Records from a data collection
★ ★ ★

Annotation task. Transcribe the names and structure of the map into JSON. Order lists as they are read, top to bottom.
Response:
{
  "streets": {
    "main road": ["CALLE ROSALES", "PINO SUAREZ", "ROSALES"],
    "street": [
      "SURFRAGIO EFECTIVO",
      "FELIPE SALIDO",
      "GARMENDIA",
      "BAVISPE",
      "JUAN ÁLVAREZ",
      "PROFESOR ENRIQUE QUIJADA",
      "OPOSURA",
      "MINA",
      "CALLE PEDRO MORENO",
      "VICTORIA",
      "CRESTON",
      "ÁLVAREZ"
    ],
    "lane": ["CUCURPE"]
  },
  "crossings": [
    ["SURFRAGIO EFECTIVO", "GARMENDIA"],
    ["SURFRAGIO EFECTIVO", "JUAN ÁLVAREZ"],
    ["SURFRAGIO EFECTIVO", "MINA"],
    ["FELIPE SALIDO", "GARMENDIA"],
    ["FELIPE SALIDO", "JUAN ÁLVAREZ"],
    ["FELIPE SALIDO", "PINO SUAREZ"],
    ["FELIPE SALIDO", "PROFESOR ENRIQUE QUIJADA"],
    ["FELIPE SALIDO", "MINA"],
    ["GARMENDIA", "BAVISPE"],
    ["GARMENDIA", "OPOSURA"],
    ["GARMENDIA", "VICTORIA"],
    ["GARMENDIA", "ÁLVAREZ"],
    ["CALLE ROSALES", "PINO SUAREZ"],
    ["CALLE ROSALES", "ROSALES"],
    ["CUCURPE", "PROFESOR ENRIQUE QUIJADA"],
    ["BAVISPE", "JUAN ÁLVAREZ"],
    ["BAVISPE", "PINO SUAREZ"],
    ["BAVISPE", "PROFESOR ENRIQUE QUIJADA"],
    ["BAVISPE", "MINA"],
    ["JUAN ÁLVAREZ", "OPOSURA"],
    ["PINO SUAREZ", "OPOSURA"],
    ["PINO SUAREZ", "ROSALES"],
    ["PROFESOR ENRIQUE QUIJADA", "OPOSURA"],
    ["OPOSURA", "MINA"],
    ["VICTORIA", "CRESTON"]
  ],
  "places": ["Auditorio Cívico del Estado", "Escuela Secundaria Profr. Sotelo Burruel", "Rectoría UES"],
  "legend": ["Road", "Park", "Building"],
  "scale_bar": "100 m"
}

★ ★ ★

> [TASK DESCRIPTION]
Copy every record once more, exactly as given.

> [EXERCISE SOLUTION]
Annotation task. Transcribe the names and structure of the map into JSON. Order lists as they are read, top to bottom.
Response:
{
  "streets": {
    "main road": ["CALLE ROSALES", "PINO SUAREZ", "ROSALES"],
    "street": [
      "SURFRAGIO EFECTIVO",
      "FELIPE SALIDO",
      "GARMENDIA",
      "BAVISPE",
      "JUAN ÁLVAREZ",
      "PROFESOR ENRIQUE QUIJADA",
      "OPOSURA",
      "MINA",
      "CALLE PEDRO MORENO",
      "VICTORIA",
      "CRESTON",
      "ÁLVAREZ"
    ],
    "lane": ["CUCURPE"]
  },
  "crossings": [
    ["SURFRAGIO EFECTIVO", "GARMENDIA"],
    ["SURFRAGIO EFECTIVO", "JUAN ÁLVAREZ"],
    ["SURFRAGIO EFECTIVO", "MINA"],
    ["FELIPE SALIDO", "GARMENDIA"],
    ["FELIPE SALIDO", "JUAN ÁLVAREZ"],
    ["FELIPE SALIDO", "PINO SUAREZ"],
    ["FELIPE SALIDO", "PROFESOR ENRIQUE QUIJADA"],
    ["FELIPE SALIDO", "MINA"],
    ["GARMENDIA", "BAVISPE"],
    ["GARMENDIA", "OPOSURA"],
    ["GARMENDIA", "VICTORIA"],
    ["GARMENDIA", "ÁLVAREZ"],
    ["CALLE ROSALES", "PINO SUAREZ"],
    ["CALLE ROSALES", "ROSALES"],
    ["CUCURPE", "PROFESOR ENRIQUE QUIJADA"],
    ["BAVISPE", "JUAN ÁLVAREZ"],
    ["BAVISPE", "PINO SUAREZ"],
    ["BAVISPE", "PROFESOR ENRIQUE QUIJADA"],
    ["BAVISPE", "MINA"],
    ["JUAN ÁLVAREZ", "OPOSURA"],
    ["PINO SUAREZ", "OPOSURA"],
    ["PINO SUAREZ", "ROSALES"],
    ["PROFESOR ENRIQUE QUIJADA", "OPOSURA"],
    ["OPOSURA", "MINA"],
    ["VICTORIA", "CRESTON"]
  ],
  "places": ["Auditorio Cívico del Estado", "Escuela Secundaria Profr. Sotelo Burruel", "Rectoría UES"],
  "legend": ["Road", "Park", "Building"],
  "scale_bar": "100 m"
}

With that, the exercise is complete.